Summary: SCOTUS refuses to rule that APIs cannot be considered copyright-’protected’, despite common sense and despite Java (which the case is about) being Free/libre software
FOR anyone who has been paying attention, Oracle‘s hostility towards Android is not hard to understand. It is a CPTN member along with Microsoft and Apple and it has shown on numerous occasions over the years that it is eager to antagonise and badmouth Free software. Oracle killed many of the projects that it bought from Sun. Google, on the other hand, is at least trying to appease the Free software community and it has made Android (AOSP) an ‘open’ platform, even if most developers contribute just proprietary software to run on it.
Many of our readers have probably heard the big news by now. SCOTUS has aligned itself with foes of software development [1, 2, 3] (not just Free software development), reaffirming the ridiculous judgement from CAFC. Now that SCOTUS reaffirms the status of APIs as copyrightable, adding to mass surveillance with NDAs and software patents in the United States, why would software companies still choose to be there?

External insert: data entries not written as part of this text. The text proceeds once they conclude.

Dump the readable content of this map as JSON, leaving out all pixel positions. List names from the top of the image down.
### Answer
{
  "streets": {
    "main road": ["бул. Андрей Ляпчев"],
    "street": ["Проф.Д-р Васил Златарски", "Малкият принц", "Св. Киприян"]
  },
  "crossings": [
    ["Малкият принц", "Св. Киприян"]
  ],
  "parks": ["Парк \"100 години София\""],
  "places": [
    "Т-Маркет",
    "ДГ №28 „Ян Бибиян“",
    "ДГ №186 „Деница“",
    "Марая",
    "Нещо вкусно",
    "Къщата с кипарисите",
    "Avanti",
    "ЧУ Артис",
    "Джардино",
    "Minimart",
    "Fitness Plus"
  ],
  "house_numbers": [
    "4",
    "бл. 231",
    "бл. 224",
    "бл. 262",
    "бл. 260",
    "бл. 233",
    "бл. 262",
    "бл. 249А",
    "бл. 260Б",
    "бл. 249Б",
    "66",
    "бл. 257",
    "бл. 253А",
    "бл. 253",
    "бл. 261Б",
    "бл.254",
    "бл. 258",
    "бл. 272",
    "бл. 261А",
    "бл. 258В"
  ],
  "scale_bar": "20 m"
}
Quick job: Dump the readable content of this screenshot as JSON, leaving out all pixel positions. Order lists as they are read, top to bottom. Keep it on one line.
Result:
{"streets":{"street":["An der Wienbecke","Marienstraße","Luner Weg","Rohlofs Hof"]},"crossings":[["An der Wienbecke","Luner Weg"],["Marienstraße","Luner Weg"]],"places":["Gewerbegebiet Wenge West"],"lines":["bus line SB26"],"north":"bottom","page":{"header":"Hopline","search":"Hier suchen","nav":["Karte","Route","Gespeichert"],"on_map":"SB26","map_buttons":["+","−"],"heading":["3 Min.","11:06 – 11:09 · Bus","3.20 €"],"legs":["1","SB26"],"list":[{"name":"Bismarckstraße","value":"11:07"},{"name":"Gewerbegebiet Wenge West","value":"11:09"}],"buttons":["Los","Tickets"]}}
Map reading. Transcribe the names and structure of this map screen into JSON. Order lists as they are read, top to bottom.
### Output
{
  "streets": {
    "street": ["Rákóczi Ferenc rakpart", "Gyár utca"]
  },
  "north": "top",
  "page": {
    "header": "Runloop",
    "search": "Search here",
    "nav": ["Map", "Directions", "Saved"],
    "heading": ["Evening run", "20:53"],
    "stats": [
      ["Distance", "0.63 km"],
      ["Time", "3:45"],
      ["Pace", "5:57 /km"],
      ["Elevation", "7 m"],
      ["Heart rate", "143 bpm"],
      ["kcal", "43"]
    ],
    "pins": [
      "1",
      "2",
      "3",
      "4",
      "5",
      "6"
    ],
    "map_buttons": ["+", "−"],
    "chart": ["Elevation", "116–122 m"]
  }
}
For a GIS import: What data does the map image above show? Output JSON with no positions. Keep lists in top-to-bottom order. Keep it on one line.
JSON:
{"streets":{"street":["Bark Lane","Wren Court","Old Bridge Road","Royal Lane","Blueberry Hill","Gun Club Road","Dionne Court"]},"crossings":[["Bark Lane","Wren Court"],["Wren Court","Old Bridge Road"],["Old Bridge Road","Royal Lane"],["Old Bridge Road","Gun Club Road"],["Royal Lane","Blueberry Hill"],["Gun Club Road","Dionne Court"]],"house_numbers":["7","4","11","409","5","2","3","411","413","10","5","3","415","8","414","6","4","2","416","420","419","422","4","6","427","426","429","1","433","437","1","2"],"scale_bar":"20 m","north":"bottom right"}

To give Google some credit, it did fight over this matter for nearly half a decade. After pressure from the clueless White House (exactly one month ago), however, reuse of APIs may be impossible and collaborative development with forking may soon be toxic. Today is a horrible day for software development in general and it’s not too clear to us what Google can do next. Some certain types of lawyers probably know Google’s next steps or options and knowing that this ‘legal’ system favours the deeper pockets, there is usually something someone can do given the correct fees (just see how long the SCO case goes on for).
“Google will hopefully continue to fight that case, whatever its options may be.”One reader of ours was disappointed with this article that FOSS Force published today, comparing Google to Microsoft. “Revisionism,” he said, “especially that closing sentence. People hate Microsoft not for the sake of hating Microsoft but because of how it (and its people) behaves and has behaved. It has held computing back at least 20 years and the damage spreads into all domains where desktop computers are used.
“It’s just that Microsoft pays for constant whine against Google. While Google has many shortcomings, it is not a problem like Microsoft has been and continues to be.”
“But on the topic of Google,” he continued, “here’s something fairly current with yet another ****up by SCOTUS” (he linked to the above news).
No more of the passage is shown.